Friday, April 17, 2009

Skunk Cabbage





Staying with the jack-in-the-pulpit theme: when I was growing up in Eugene, Oregon, we'd pass a sign for Darlingtonia Botanical Wayside on the way to the coast. If we stopped there I don't remember it, but I have been back as an adult. Perhaps the pitcher plants (Darlingtonia californica) that grow there stayed on in my subconscious and that's what draws me to the Arisaema cobra lilies that I wrote about yesterday. Another reason they may be muddled up in my mind is that darlingtonia is also known as cobra lily. And it's easy to see why.







It always seemed so strange that an entire wayside would be devoted to these stinky, carnivorous plants that drew flies and shine ghostlike in the filtered light with an acid lemon glow. Hence the nick-name "swamp lantern." Now I discover that it is Oregon's largest single-species preserve and I feel a connection to the folks who had the foresight many decades ago to cherish the botanical beasties.

According to Tryon Community Farm, its root and rhizome contain a useful expectorant
good for treating cases of whooping cough, asthma, and bronchitis; also taken for upper respiratory problems such as nasal congestion and hay fever; less commonly it is used in the treatment of epilepsy, headaches, vertigo, and rheumatic problems and as a means to stop bleeding.

And now I also see that there are two distinctly different kinds of skunk cabbage: Lysichiton americanus and Symplocarpus foetidus. I've wandered into a swamp of botanical confusion. Now it's clear: Lysichiton americanus is western skunk cabbage and Symplocarpus foetidus is eastern skunk cabbage. The latter bears a very strange fruit indeed. Well, doesn't anything with "fetid" in its name?

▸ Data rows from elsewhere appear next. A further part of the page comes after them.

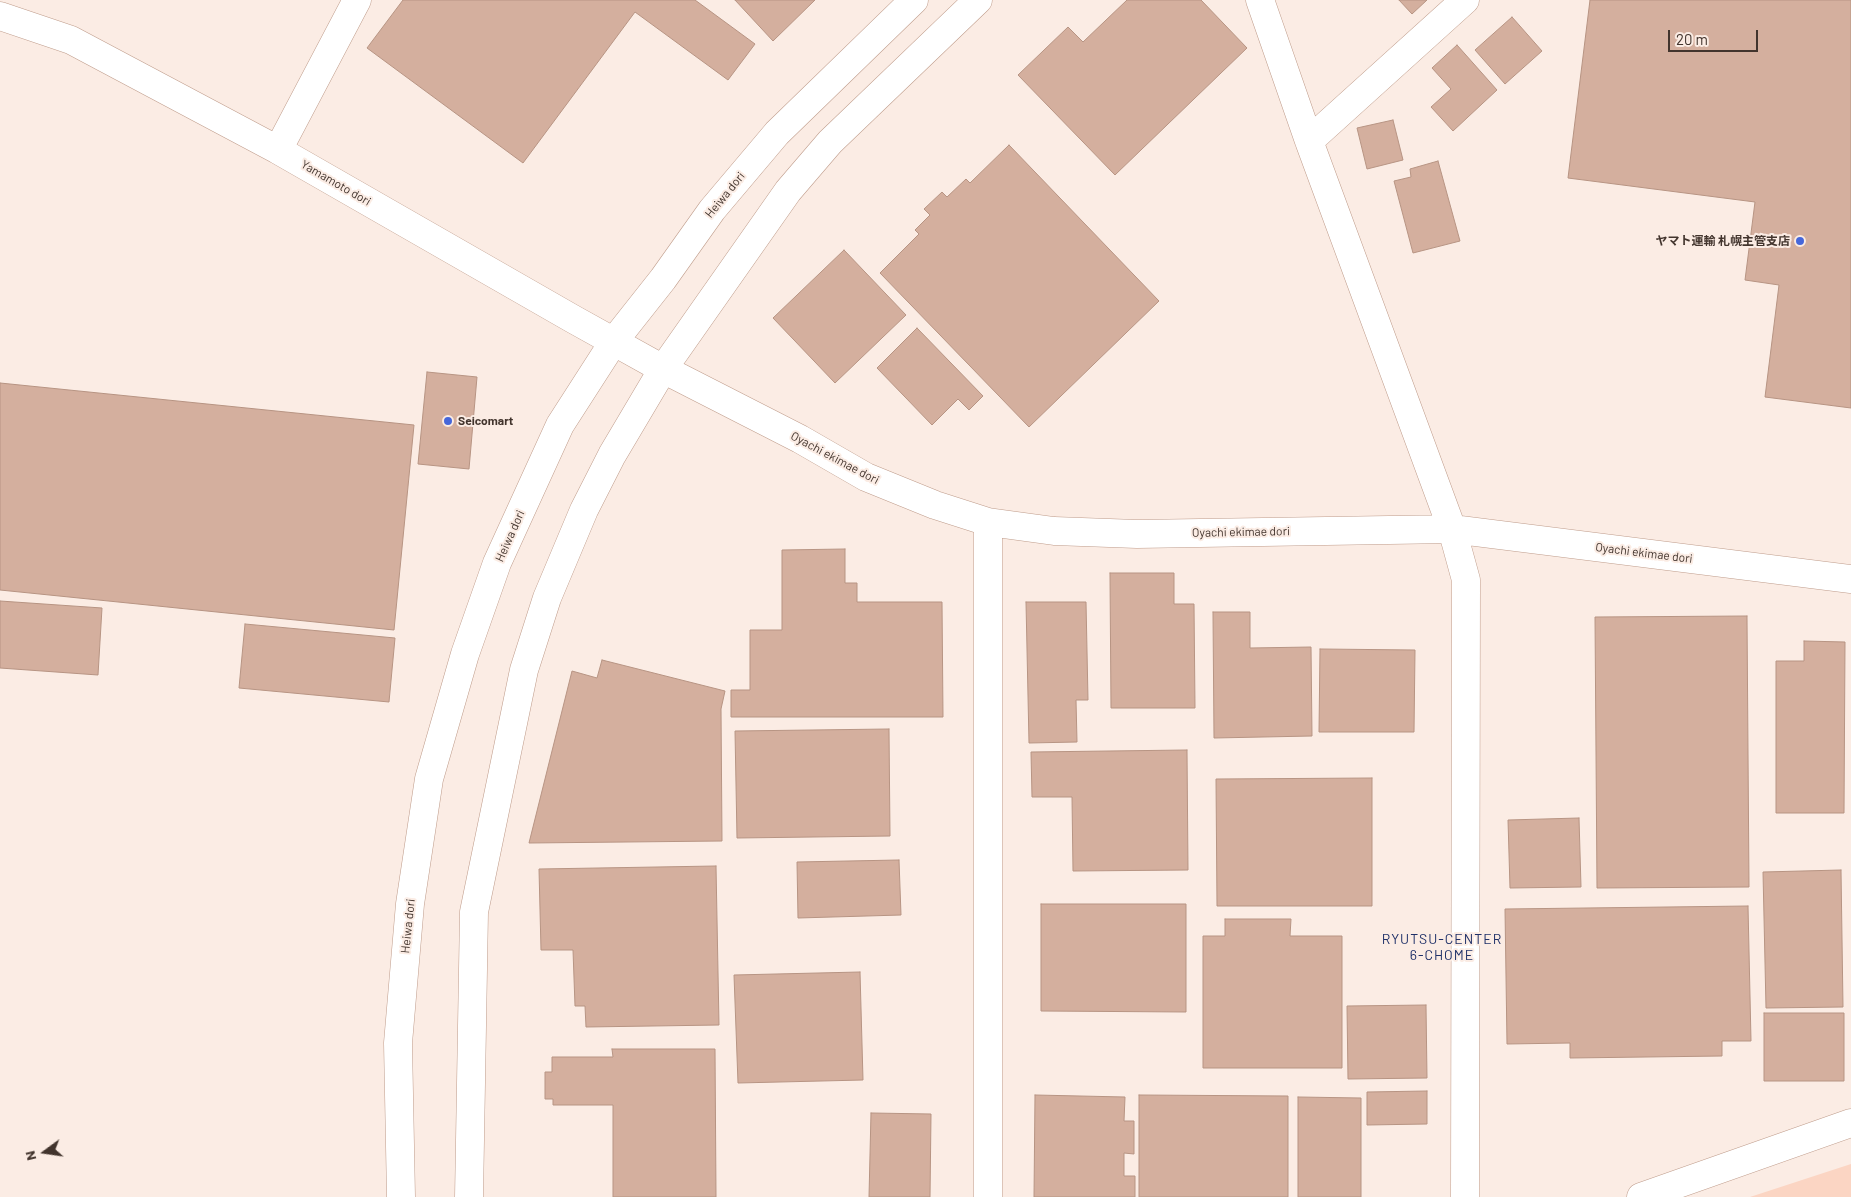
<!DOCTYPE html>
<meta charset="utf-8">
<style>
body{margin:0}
#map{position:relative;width:1851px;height:1197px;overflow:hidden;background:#fbece4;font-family:Barlow,sans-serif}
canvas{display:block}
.north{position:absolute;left:20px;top:1127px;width:50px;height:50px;-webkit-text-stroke:4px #fbece4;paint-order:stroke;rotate:256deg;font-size:14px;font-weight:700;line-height:20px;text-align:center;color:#42342d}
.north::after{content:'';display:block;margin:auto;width:18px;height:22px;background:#42342d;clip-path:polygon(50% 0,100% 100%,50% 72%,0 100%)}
.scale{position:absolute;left:1668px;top:30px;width:90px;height:22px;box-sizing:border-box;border:2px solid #42342d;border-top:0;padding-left:6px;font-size:15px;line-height:18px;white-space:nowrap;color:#42342d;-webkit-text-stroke:4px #fbece4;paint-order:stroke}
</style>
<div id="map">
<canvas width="1851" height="1197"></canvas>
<div class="north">N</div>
<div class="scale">20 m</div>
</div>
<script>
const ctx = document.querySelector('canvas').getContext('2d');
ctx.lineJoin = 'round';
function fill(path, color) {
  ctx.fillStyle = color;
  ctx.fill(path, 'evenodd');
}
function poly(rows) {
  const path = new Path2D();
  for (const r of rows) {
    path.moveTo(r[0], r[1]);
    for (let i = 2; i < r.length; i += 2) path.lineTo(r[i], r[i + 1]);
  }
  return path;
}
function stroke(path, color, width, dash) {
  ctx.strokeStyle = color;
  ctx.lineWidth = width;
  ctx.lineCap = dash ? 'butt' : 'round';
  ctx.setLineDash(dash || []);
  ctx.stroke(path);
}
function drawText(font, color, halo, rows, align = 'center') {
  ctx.font = font + ' Barlow,"Noto Sans JP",sans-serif';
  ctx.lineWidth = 4;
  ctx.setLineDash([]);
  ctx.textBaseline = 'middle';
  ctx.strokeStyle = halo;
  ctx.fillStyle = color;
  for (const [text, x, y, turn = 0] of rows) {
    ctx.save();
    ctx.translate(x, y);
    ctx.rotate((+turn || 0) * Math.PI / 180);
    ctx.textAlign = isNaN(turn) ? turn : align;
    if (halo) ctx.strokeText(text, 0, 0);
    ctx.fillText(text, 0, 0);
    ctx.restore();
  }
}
fill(poly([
 [1851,1164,1851,1197,1750,1197]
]), '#fbd5c3');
const building = poly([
 [403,0,695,0,755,44,728,80,635,12,523,163,367,48,403,0],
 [735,0,815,0,773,41,735,0],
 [1127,0,1201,0,1247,48,1115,175,1018,75,1068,27,1083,42,1127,0],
 [1399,0,1427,0,1412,14,1399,0],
 [1590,0,1851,0,1851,408,1765,397,1779,285,1745,280,1755,202,1568,178,1590,0],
 [1512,17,1542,51,1505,84,1475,50,1512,17],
 [1457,45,1497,90,1453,131,1431,107,1451,89,1432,68,1457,45],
 [1393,120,1403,160,1367,169,1357,128,1393,120],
 [1009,145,1159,301,1029,427,880,273,919,234,915,230,930,215,924,209,942,192,947,197,966,179,970,183,1009,145],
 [1438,161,1460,241,1413,253,1394,181,1411,177,1410,169,1438,161],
 [844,250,906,315,835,383,773,318,844,250],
 [917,328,983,396,969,410,958,399,932,425,877,368,917,328],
 [427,372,477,377,469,469,418,464,427,372],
 [0,383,414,425,394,630,0,590,0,383],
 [845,549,845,583,857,583,857,602,942,602,943,717,731,717,731,690,750,690,750,630,782,630,782,550,845,549],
 [1110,573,1174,573,1174,604,1194,604,1195,708,1111,708,1110,573],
 [0,601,102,608,98,675,0,668,0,601],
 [1026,602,1086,602,1088,700,1076,700,1077,742,1029,743,1026,602],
 [1213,612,1250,612,1250,648,1311,647,1312,736,1214,738,1213,612],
 [1747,616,1749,887,1597,888,1595,617,1747,616],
 [245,624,395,638,389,702,239,688,245,624],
 [1804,641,1845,642,1844,813,1776,813,1776,661,1804,661,1804,641],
 [1320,649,1415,650,1414,732,1319,732,1320,649],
 [602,660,725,691,721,709,722,841,529,843,572,671,597,678,602,660],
 [889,729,890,836,737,838,735,731,889,729],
 [1187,750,1188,870,1073,871,1072,797,1032,797,1031,752,1187,750],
 [1372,778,1372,906,1217,906,1216,779,1372,778],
 [1579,818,1581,887,1510,888,1508,820,1579,818],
 [899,860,901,915,798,918,797,862,899,860],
 [716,866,719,1025,586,1027,585,1006,575,1006,573,950,541,950,539,869,716,866],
 [1841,870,1843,1007,1766,1008,1763,872,1841,870],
 [1041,904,1186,904,1186,1012,1041,1011,1041,904],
 [1748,906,1751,1041,1722,1041,1722,1056,1570,1058,1570,1043,1507,1044,1505,909,1748,906],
 [1225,919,1291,919,1290,936,1342,936,1342,1068,1203,1068,1203,936,1225,936,1225,919],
 [860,972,863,1080,738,1083,734,975,860,972],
 [1426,1005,1427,1078,1348,1079,1347,1006,1426,1005],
 [1764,1013,1844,1013,1844,1081,1764,1081,1764,1013],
 [612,1049,715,1049,716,1197,613,1197,613,1105,553,1105,553,1099,545,1099,545,1072,552,1072,552,1057,613,1057,612,1049],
 [1427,1091,1427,1124,1367,1125,1367,1092,1427,1091],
 [1035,1095,1125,1097,1124,1121,1134,1121,1134,1154,1124,1153,1124,1176,1135,1176,1135,1197,1034,1197,1035,1095],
 [1139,1095,1288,1096,1288,1197,1139,1197,1139,1095],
 [1298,1097,1361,1098,1361,1197,1298,1197,1298,1097],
 [871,1113,931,1114,930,1197,869,1197,871,1113]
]);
fill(building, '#d4af9e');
stroke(building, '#b79483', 1);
const minor = poly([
 [1260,0,1309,141,1452,529,1466,580,1465,1197],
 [0,16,71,40,278,150,573,319,663,369,800,439,866,477,935,505,988,522,1054,531,1137,534,1452,529,1851,579],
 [1309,141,1465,0],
 [278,150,357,0],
 [988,522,988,1197],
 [401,1197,398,1043,410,904,429,779,465,654,497,563,560,425,614,341,663,279,712,210,777,133,914,0],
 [469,1197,474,912,524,670,547,598,584,510,612,455,663,369,788,191,830,142,978,0],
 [1641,1197,1851,1123]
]);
stroke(minor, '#bf9c8b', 29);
stroke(minor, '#fff', 28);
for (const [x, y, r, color] of [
 [1800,241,5,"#4667da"],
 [448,421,5,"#4667da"]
]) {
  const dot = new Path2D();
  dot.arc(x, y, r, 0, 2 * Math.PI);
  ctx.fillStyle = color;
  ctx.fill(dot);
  stroke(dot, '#fbece4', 2);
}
drawText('12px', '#42342d', '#fbece4', [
 ["Yamamoto dori",336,183,30],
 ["Heiwa dori",725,195,-51],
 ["Oyachi ekimae dori",835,458,28],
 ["Oyachi ekimae dori",1241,532,-1],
 ["Heiwa dori",510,536,-66],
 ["Oyachi ekimae dori",1644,553,7],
 ["Heiwa dori",408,926,-84]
]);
drawText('bold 12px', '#42342d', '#fbece4', [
 ["ヤマト運輸 札幌主管支店",1790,241],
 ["Seicomart",458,421,"left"]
], 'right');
ctx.letterSpacing = '1px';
drawText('14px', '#1f3068', '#fbece4', [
 ["RYUTSU-CENTER",1442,939],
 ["6-CHOME",1442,955]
]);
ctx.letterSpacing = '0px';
</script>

I'm still searching for the missing link between the cobra lily forms above to the yellow flowers--they are both darlingtonia californica but how this fits with the eastern and western skunk cabbage I'm still waiting to find out.

All this springtime swamp-tromping has led me to a wonderful blog from Carnation:
here

1 comment:

T. said...

Wait just a minute. I went out and photographed skunk cabbage today. Hmmm. A theme.